Acts of terrorism know no religious or ethical boundaries. Consider the pro-lifer who kills a doctor at a planned parenthood center in the name of his Christian God, or the bigots who torch a Negro church. Charles Manson, hoping to instigate a white/black war, or the bombings of the IRA where innocents died. Perhaps an ultimate (but not last) act of terrorism against all of humanity was the anti-Jewish (and many other things) Holocaust.
“There is only one true way,” some people contend. The second endnote in Quantum God contains illuminating information from a book by Dr. Neil Douglas-Klotz, world-renowned scholar in religious studies.
In his book, The Hidden Gospel, Neil Douglas-Klotz has pointed out some of the hazards of mistranslation and probable alternate interpretations of key phrases of organized Christianity, such as “I am the way, the truth and the life: No man cometh unto the Father, but by me.” (John 14:6 KJV) “The Aramaic word urha, usually translated ‘way’ . . . is the light that uncovers a path. The word sherara, usually translated as ‘truth’ . . . a solution or liberation . . . in harmony with the universe. The word hayye, usually translated as ‘life,’ indicates in both Aramaic and Hebrew the sacred life force, the primal energy that pervades all of nature and the universe.” He translates John 14:6 as: “No one comes into rhythm with the breathing life of all, the sound and atmosphere that created the cosmos, except through the breathing, sound, and atmosphere, of another embodied ‘I’ connected to the ultimate ‘I Am.’”
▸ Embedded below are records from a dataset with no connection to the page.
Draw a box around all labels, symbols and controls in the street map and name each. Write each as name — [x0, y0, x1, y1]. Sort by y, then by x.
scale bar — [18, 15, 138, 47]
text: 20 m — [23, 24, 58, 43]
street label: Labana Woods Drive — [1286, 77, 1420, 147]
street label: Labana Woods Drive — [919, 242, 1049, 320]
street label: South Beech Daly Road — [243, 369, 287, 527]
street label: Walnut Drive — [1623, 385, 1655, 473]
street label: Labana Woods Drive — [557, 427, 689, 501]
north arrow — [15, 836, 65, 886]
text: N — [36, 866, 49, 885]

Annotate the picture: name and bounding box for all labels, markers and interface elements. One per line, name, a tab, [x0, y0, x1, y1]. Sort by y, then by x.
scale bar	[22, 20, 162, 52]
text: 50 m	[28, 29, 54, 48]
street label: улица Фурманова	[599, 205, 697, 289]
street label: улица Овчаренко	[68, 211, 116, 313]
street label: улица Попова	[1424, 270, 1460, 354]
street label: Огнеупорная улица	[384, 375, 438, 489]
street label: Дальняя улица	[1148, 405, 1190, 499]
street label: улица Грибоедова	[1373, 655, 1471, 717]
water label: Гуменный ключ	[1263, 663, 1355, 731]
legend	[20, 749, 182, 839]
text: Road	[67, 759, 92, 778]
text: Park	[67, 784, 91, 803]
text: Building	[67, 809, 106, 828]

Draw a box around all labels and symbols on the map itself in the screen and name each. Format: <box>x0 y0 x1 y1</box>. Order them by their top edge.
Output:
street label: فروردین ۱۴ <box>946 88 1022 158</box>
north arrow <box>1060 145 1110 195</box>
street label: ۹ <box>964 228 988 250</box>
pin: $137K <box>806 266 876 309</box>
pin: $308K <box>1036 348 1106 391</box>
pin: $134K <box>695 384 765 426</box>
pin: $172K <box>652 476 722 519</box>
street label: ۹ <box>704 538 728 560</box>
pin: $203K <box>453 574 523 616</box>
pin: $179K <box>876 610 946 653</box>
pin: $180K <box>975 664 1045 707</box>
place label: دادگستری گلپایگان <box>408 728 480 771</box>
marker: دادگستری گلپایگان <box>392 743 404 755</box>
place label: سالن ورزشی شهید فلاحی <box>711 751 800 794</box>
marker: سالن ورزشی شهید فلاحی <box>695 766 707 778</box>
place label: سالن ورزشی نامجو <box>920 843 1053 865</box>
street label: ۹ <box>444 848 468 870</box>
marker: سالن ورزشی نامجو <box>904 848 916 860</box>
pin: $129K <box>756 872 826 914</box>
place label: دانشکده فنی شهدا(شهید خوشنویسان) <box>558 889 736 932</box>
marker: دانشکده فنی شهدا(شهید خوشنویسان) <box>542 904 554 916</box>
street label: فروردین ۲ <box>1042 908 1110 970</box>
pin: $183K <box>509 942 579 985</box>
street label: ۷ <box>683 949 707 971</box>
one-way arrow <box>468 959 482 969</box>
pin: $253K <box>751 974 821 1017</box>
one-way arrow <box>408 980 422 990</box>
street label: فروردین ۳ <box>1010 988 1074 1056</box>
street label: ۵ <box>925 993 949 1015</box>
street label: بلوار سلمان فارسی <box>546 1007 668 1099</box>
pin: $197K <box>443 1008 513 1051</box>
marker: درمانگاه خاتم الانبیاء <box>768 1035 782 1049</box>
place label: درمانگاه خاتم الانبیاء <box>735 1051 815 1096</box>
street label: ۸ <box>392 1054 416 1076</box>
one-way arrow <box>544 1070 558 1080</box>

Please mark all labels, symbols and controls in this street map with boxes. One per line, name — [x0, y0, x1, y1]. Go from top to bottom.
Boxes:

Today I read aloud to Pam. I chose an article from The Kansas City Star about our city’s Secret Santa. Although my Alzheimer’s client has trouble expressing herself, Santa’s acts of kindness (which some recipients immediately “paid forward”) brought tears to Pam’s eyes. There are many more kind people in our world than not.
As if I could ever forget all the shining people in my life, including you, dear heart, this week I shall remember only the kindnesses. I shall start with mercy.